S.C. lawmakers reach budget deal a day after tense meeting
COLUMBIA, S.C. (WRDW/WAGT) - Negotiators have finally worked out a compromise for the next state budget in South Carolina.
It follows weeks of lengthy and sometimes stalled negotiations – and even a public airing of grievances among lawmakers over one project in particular.
If all goes according to plan – thousands of state employees, law enforcement, and teachers in South Carolina will see their pay go up in just a few weeks – with lawmakers coming to an agreement on the next state budget.
“I would say the most transparent budget we’ve ever had in the history of this state, and the budget is balanced,” said Senate Finance Committee Chairman Sen.

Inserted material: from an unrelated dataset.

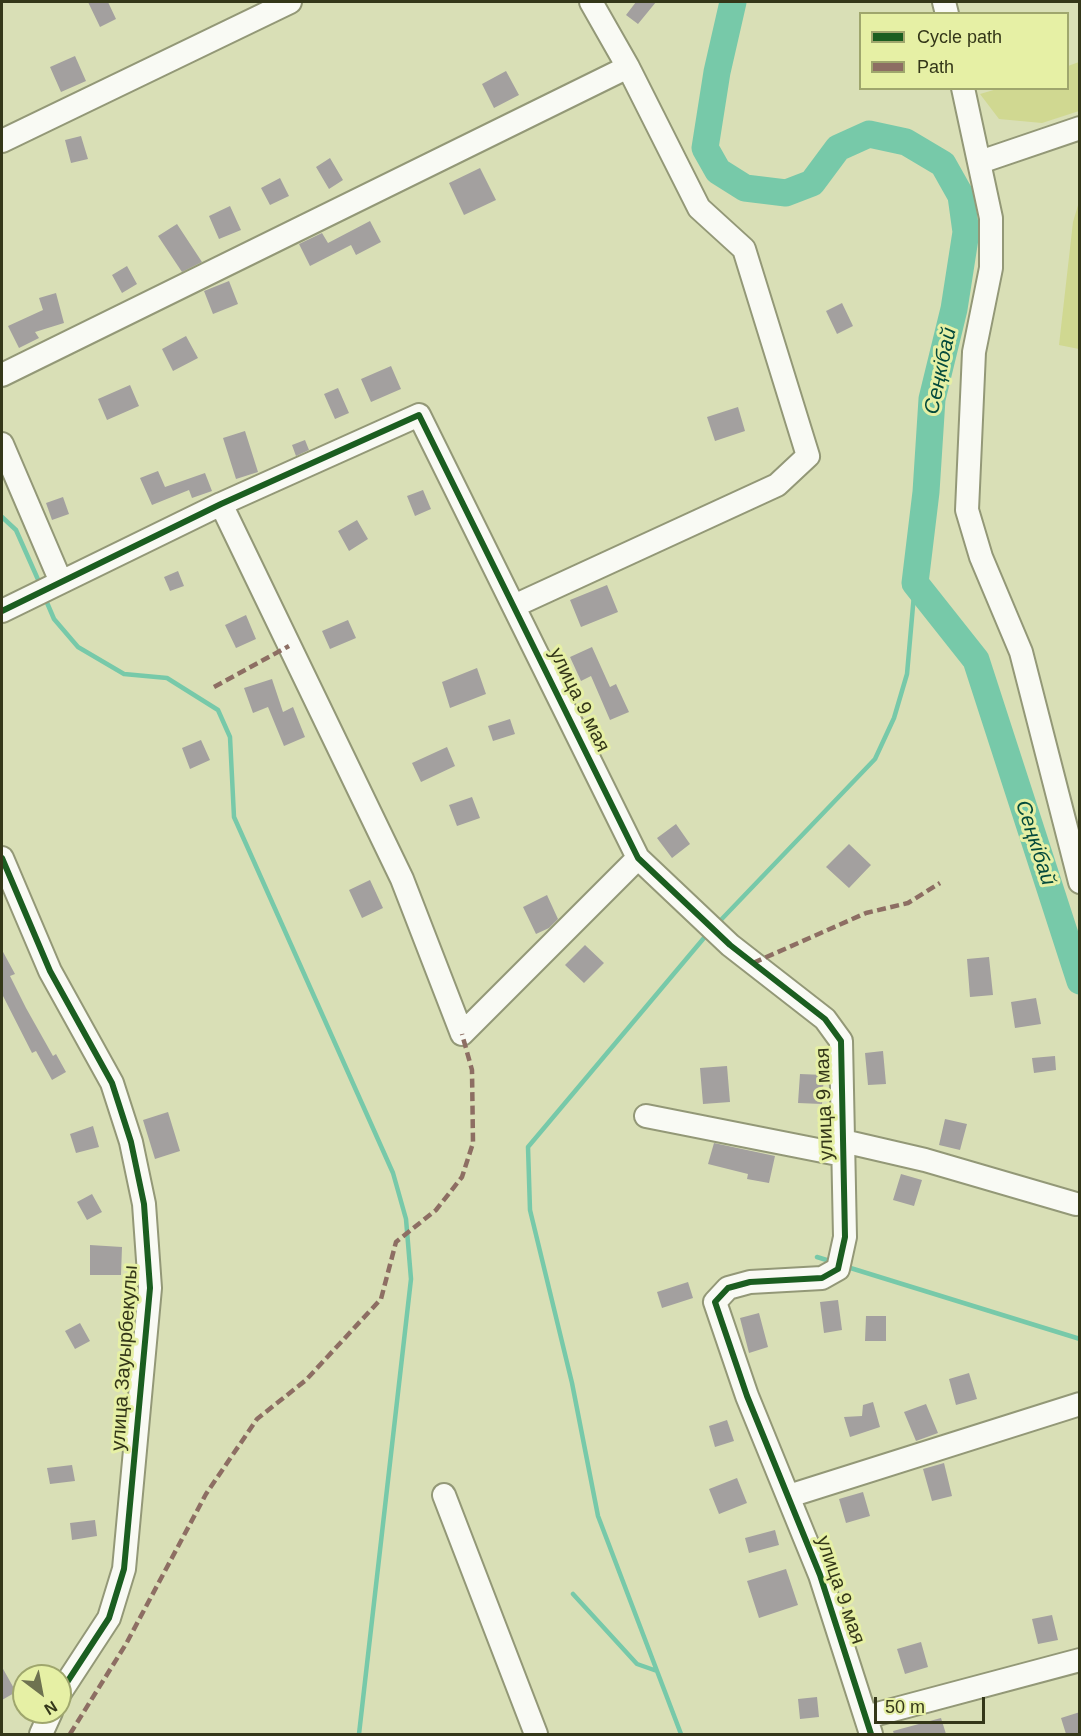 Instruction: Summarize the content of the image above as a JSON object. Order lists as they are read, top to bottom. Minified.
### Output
{"streets":{"street":["улица 9 мая","улица Зауырбекулы"]},"water":["Сеңкібай"],"legend":["Cycle path","Path"],"scale_bar":"50 m","north":"bottom right"} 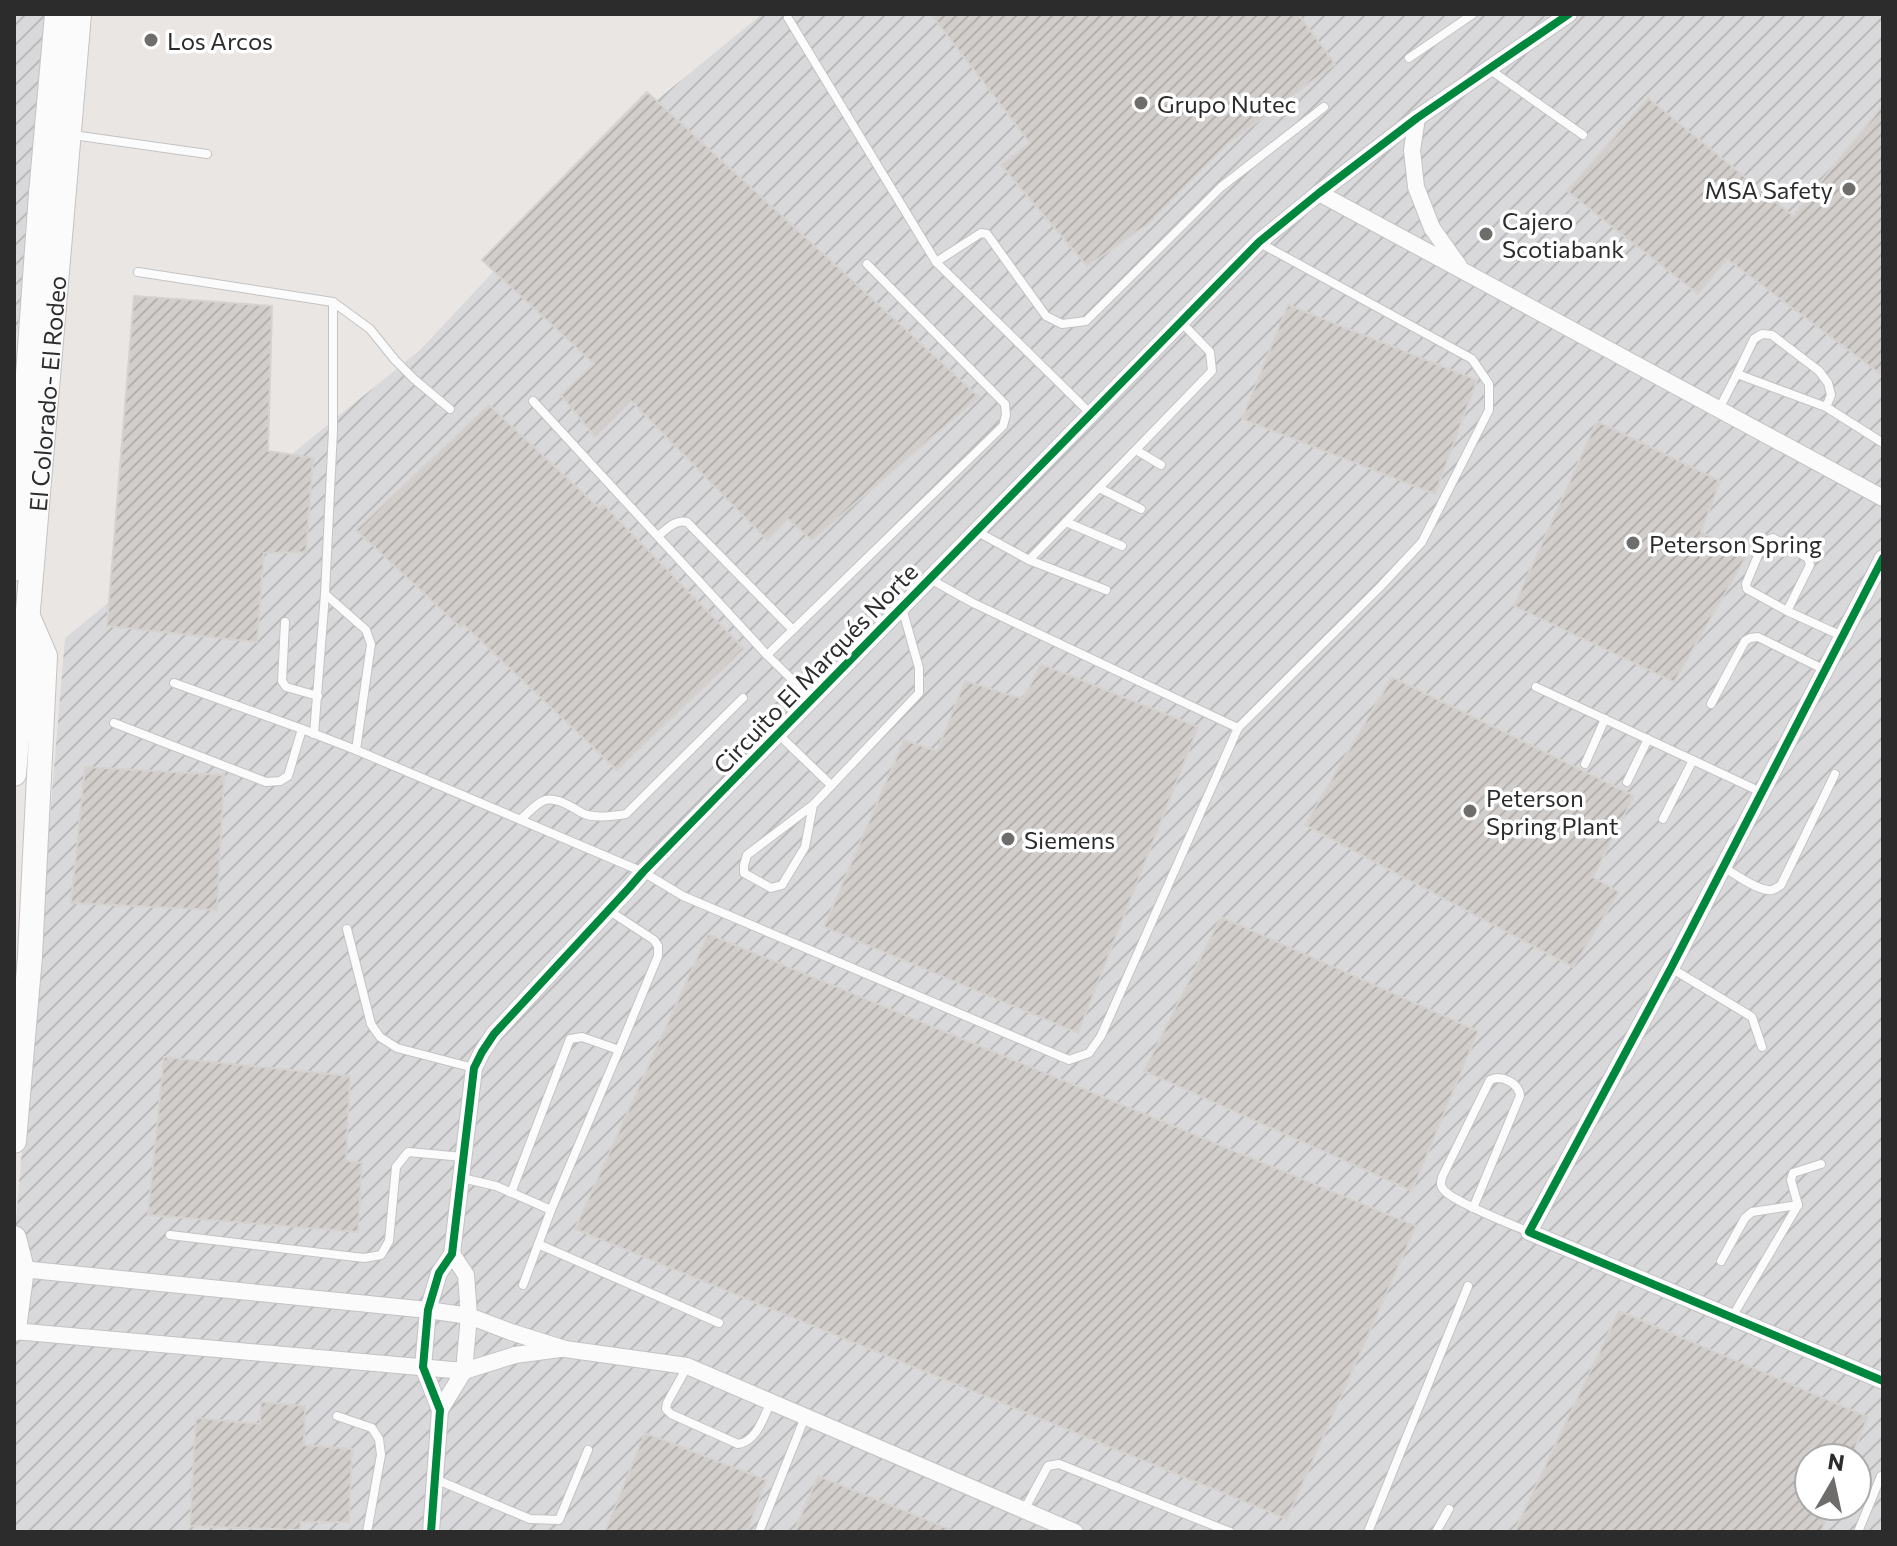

Harvey Peeler.
For the second year in a row, the budget includes another cut to the state’s top income tax rate, which will drop down to 6.4%.
State employees will get at least a 5% raise.
State law enforcement and corrections officers and nurses are getting a pay bump too.
And the starting salary for teachers will rise another $2,500 – up to $42,500.
More than $1 billion of the nearly $14 billion spending plan is an incentive package for Scout Motors to build a new plant in Richland County.
It also includes an important request from the governor to allocate $200 million to the state’s Office of Resilience for natural disaster relief.
“This budget is a really good piece of legislation for the state of South Carolina,” said House Ways and Means Committee Chairman Bruce Bannister. “I think it takes care of our kids and our teachers and our law enforcement.”
But just the day before the compromise was struck, tension over one project in particular played out in public.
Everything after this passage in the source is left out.